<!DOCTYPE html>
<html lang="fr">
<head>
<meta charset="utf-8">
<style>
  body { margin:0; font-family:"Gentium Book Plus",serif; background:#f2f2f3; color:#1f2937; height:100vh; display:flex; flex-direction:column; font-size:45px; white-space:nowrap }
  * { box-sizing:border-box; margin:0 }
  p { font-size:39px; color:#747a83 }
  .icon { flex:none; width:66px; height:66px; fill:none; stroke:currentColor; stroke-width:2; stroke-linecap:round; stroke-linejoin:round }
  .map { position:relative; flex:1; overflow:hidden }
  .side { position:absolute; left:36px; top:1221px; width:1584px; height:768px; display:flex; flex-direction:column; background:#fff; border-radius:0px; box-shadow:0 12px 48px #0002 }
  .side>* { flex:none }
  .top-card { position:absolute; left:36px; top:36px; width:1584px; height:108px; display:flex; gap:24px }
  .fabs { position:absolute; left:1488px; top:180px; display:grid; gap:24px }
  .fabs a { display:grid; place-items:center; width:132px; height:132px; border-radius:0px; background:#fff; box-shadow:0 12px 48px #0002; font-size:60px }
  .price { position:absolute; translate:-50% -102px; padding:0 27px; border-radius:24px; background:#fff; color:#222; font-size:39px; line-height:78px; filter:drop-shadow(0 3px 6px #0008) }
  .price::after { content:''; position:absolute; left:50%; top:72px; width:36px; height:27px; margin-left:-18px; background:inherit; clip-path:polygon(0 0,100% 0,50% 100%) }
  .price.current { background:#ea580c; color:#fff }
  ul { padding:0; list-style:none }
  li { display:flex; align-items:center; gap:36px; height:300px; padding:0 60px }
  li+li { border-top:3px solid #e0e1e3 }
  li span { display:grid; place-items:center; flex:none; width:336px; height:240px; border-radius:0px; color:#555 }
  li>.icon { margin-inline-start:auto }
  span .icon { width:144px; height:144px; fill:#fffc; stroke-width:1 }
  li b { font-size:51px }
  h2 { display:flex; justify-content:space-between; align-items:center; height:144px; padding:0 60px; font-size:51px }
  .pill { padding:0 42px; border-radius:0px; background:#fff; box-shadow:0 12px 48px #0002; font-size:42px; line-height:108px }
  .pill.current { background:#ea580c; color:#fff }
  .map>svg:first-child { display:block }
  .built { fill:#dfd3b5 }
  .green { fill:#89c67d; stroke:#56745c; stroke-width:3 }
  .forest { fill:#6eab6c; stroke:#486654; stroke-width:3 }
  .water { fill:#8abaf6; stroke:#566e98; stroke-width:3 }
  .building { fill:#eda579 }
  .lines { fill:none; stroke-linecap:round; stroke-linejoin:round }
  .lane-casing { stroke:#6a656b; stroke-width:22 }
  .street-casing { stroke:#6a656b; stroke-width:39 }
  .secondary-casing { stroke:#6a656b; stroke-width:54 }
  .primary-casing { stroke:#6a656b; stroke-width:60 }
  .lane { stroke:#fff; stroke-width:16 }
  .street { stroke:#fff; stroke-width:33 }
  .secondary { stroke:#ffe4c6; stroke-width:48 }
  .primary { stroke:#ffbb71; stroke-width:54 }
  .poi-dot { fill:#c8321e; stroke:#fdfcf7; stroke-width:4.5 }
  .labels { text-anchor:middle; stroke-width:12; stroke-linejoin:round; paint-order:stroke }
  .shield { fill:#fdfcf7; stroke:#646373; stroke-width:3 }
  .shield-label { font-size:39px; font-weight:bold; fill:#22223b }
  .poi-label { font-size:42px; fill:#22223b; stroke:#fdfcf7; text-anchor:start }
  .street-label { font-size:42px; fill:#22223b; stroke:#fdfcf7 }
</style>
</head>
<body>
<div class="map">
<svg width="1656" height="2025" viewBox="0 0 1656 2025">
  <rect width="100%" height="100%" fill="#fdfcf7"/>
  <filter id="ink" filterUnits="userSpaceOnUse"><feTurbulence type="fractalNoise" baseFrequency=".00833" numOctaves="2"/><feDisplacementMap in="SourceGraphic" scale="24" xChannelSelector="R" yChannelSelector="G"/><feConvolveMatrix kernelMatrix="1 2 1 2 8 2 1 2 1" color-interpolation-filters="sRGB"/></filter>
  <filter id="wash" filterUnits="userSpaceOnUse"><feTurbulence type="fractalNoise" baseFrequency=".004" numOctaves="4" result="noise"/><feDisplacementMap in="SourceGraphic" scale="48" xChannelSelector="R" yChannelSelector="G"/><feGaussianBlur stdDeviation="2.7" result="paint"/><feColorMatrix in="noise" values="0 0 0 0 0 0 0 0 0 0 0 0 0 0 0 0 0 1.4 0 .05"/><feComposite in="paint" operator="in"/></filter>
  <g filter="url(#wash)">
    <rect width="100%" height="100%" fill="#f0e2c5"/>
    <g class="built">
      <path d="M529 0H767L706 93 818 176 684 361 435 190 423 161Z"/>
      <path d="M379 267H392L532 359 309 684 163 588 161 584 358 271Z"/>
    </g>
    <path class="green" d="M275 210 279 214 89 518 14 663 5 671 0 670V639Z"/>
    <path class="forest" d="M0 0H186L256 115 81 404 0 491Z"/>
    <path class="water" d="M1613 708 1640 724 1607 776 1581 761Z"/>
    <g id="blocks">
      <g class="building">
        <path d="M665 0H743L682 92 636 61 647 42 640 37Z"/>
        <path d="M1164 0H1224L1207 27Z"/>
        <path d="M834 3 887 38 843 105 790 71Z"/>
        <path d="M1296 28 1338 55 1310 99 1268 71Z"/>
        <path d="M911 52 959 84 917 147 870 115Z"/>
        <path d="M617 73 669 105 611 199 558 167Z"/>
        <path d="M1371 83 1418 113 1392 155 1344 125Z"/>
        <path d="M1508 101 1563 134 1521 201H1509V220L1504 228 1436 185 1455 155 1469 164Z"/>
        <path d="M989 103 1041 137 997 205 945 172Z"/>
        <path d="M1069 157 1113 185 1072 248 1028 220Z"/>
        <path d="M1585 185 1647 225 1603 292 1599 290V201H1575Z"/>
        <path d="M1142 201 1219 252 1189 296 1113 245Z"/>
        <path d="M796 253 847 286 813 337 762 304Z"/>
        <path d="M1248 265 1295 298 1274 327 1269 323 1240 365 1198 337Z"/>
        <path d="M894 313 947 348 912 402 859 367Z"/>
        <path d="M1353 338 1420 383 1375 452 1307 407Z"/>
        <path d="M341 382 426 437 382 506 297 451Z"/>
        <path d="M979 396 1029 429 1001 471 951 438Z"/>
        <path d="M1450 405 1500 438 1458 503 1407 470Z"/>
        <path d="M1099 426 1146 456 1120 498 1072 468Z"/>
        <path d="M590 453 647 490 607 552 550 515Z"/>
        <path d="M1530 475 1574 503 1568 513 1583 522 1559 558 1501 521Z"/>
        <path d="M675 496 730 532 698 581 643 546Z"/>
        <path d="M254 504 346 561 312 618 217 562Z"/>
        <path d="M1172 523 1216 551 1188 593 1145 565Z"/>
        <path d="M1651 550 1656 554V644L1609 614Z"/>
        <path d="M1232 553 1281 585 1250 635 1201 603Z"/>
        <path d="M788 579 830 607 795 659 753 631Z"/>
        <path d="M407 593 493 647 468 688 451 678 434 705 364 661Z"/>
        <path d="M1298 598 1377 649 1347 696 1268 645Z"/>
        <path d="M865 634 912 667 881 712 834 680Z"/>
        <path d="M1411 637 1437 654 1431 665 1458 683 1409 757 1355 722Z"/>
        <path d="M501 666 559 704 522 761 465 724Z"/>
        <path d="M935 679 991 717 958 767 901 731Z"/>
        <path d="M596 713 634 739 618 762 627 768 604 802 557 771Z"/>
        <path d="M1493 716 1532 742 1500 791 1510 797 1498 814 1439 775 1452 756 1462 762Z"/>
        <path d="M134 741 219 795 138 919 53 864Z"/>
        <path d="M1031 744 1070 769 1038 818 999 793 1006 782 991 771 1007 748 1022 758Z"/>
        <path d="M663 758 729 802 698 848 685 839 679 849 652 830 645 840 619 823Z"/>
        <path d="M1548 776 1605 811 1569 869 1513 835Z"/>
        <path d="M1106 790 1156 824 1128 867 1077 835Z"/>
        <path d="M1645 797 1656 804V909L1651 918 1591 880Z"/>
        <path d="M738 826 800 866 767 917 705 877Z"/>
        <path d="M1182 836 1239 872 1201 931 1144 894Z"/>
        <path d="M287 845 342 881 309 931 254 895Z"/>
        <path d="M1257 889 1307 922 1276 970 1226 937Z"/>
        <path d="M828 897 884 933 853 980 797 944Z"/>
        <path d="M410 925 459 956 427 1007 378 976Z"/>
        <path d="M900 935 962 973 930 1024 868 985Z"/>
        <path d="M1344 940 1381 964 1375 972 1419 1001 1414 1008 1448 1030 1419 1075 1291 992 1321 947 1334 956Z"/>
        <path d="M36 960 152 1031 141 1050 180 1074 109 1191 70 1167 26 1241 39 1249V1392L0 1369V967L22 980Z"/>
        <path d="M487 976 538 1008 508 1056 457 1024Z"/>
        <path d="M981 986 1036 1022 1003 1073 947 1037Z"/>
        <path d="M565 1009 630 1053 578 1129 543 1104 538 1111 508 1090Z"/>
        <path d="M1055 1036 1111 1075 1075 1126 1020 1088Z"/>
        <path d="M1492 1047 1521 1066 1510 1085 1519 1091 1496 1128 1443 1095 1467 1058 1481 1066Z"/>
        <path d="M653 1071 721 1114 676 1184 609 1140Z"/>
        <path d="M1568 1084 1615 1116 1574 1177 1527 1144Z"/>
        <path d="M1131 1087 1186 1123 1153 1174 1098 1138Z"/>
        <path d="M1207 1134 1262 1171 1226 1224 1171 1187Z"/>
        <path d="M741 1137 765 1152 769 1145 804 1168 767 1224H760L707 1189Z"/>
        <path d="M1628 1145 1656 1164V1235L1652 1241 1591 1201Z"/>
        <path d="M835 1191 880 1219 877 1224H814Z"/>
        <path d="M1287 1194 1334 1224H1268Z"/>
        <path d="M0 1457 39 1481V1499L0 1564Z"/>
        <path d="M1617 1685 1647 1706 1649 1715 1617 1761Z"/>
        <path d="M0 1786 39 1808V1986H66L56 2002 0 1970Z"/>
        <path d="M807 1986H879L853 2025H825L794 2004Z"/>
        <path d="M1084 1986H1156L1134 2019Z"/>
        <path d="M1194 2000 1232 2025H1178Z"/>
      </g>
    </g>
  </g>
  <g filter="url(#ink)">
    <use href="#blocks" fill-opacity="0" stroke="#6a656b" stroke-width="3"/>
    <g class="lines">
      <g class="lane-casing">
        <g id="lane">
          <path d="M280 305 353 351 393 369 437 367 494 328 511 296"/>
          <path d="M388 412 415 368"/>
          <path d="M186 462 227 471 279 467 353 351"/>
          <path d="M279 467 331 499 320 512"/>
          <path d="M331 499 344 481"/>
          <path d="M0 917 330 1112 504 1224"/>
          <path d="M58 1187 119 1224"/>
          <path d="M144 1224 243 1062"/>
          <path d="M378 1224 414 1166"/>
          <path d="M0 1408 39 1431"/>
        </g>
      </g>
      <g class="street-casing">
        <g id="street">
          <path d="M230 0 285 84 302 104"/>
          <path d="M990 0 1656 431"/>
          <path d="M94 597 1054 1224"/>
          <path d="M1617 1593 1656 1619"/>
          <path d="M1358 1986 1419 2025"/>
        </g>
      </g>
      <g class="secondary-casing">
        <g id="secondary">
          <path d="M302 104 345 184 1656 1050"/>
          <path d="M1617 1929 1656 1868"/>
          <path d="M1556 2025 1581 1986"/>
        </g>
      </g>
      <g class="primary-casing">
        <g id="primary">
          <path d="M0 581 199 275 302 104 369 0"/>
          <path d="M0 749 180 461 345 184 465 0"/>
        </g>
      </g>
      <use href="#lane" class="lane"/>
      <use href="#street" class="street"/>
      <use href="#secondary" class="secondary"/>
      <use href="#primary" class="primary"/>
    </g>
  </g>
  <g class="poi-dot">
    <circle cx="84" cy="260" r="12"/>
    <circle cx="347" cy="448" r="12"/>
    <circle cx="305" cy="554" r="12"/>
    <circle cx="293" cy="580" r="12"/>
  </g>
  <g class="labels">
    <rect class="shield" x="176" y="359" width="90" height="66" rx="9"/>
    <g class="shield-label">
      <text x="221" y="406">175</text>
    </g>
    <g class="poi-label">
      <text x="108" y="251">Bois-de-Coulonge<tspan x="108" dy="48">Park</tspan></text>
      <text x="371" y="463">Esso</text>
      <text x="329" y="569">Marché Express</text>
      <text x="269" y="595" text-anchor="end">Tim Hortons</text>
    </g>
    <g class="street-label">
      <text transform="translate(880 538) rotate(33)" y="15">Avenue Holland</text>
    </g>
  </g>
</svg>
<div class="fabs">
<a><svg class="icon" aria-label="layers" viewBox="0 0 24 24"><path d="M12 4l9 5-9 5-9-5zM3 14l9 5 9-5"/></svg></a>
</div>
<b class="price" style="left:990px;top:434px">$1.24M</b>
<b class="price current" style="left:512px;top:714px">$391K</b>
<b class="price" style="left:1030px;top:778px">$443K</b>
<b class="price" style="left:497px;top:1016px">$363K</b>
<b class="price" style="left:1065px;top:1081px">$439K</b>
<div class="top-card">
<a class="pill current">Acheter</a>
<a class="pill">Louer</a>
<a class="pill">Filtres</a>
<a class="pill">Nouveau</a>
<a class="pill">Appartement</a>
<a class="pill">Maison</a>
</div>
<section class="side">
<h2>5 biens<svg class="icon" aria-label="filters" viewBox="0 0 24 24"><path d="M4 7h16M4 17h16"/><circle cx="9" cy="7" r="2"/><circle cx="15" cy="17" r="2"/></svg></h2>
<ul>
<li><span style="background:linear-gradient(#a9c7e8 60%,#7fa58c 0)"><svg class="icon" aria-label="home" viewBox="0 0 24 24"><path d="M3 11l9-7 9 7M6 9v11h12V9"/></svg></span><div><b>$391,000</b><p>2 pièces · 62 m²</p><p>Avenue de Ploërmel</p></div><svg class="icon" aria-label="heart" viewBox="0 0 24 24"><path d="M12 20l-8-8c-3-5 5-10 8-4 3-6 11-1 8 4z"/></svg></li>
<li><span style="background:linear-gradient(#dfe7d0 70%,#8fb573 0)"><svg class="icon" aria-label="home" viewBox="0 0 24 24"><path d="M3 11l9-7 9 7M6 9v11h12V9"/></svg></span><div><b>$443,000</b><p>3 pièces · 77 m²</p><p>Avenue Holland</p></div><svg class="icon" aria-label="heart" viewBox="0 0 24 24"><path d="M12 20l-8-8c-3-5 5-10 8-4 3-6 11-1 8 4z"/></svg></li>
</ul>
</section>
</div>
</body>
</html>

....

ASSIGNED TASK: Go through the data and show each line that holds "fabs".

ANSWER SPACE:
  .fabs { position:absolute; left:1488px; top:180px; display:grid; gap:24px }
  .fabs a { display:grid; place-items:center; width:132px; height:132px; border-radius:0px; background:#fff; box-shadow:0 12px 48px #0002; font-size:60px }
<div class="fabs">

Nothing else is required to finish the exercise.